* Brief *
Find every line of the records that has "list" and return it.

________________

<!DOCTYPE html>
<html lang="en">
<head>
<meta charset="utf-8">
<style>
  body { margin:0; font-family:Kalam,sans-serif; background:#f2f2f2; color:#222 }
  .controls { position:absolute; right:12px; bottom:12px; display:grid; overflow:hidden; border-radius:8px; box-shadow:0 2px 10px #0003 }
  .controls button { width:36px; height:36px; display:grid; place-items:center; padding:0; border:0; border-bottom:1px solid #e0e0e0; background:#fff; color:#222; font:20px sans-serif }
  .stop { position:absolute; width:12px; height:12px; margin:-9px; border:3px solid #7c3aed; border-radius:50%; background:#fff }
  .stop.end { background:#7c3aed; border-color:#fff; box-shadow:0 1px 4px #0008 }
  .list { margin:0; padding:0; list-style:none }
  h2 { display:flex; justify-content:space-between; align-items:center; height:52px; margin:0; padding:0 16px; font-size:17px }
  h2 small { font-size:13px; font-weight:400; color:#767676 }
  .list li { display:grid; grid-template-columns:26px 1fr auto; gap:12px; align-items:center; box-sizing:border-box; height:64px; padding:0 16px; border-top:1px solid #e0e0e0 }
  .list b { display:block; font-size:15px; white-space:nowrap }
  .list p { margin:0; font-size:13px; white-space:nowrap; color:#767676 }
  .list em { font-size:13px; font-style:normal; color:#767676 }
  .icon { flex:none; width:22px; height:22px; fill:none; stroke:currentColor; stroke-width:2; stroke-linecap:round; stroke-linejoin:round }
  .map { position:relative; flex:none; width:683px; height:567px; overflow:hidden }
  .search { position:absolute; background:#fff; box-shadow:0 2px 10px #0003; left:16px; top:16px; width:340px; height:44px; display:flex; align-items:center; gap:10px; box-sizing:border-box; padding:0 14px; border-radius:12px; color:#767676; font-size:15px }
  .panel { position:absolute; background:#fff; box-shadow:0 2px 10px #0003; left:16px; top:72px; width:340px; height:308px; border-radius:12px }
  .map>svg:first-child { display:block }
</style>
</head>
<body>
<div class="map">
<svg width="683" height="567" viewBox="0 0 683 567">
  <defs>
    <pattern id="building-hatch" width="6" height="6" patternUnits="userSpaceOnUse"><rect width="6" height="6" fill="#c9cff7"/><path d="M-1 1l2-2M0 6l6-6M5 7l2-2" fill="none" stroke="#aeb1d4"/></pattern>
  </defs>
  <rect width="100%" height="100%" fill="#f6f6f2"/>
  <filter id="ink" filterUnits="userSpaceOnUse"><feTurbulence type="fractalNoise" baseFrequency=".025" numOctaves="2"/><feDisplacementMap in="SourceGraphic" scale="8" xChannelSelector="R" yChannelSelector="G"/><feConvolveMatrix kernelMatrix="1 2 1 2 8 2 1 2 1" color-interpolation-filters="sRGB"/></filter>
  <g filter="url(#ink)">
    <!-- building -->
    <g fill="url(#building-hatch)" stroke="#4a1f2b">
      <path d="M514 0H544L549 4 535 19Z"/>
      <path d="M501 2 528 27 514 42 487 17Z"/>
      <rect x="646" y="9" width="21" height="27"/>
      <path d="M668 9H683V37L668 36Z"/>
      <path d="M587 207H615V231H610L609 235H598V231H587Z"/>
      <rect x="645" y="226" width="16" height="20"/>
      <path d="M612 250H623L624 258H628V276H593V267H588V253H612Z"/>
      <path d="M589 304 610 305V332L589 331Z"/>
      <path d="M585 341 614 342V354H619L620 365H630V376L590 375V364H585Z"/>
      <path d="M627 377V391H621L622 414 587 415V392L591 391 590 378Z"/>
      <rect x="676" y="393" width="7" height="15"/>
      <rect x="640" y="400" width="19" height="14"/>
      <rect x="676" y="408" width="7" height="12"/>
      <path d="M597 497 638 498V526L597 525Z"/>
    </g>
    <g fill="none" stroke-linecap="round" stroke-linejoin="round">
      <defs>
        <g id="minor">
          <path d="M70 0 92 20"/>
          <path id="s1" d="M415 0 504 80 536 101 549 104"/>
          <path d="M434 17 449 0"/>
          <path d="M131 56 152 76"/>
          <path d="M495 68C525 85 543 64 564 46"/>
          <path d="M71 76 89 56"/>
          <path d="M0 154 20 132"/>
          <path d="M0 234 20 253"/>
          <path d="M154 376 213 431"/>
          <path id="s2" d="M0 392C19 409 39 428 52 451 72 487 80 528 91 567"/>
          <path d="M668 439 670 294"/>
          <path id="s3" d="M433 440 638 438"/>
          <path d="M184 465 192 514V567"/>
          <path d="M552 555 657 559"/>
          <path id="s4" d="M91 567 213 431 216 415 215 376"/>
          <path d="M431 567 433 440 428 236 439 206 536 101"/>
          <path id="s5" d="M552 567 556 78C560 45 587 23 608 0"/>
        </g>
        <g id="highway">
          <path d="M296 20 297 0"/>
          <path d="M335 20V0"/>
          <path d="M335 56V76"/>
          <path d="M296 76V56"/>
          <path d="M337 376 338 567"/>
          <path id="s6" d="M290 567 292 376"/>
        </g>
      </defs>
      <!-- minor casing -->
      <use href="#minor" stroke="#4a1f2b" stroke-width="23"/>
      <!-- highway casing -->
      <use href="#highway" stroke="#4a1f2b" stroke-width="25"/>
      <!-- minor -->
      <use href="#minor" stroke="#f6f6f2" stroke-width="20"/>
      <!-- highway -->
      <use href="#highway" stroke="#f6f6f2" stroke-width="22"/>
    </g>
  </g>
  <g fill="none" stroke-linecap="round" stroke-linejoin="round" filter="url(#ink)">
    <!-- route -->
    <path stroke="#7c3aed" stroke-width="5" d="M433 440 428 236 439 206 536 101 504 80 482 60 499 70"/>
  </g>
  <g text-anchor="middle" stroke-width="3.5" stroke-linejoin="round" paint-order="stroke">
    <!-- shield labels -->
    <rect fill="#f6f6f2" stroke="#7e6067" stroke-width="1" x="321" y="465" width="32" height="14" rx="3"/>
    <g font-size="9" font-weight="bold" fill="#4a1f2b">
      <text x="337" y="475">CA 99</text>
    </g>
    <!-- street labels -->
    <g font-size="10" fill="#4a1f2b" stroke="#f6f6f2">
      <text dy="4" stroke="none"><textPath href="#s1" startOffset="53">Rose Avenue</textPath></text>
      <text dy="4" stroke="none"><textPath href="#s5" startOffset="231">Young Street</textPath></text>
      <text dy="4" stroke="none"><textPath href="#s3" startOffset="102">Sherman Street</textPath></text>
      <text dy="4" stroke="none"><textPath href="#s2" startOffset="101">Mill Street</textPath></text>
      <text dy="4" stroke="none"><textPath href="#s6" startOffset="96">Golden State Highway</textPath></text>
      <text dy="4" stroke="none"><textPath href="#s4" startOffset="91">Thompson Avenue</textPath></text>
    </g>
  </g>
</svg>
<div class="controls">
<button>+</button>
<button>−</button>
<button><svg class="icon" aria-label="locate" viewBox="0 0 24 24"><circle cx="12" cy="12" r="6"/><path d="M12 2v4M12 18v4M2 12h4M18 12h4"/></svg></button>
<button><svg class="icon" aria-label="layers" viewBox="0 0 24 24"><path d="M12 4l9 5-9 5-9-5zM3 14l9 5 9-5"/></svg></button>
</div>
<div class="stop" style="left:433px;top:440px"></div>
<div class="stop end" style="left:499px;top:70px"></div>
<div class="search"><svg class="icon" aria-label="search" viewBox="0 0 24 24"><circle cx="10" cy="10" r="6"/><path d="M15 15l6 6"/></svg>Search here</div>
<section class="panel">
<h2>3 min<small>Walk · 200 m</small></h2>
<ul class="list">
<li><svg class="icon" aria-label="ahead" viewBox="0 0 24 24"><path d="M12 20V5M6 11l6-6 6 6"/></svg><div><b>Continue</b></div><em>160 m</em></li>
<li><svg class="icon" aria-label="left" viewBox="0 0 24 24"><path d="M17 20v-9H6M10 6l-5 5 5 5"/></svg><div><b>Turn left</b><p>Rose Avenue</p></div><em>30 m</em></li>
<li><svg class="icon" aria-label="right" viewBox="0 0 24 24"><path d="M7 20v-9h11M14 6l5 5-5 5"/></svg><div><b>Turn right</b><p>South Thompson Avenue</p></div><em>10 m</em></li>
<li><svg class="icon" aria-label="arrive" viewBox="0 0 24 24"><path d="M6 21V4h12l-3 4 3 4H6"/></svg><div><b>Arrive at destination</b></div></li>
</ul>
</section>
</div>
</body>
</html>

________________

* Response box *
  .list { margin:0; padding:0; list-style:none }
  .list li { display:grid; grid-template-columns:26px 1fr auto; gap:12px; align-items:center; box-sizing:border-box; height:64px; padding:0 16px; border-top:1px solid #e0e0e0 }
  .list b { display:block; font-size:15px; white-space:nowrap }
  .list p { margin:0; font-size:13px; white-space:nowrap; color:#767676 }
  .list em { font-size:13px; font-style:normal; color:#767676 }
<ul class="list">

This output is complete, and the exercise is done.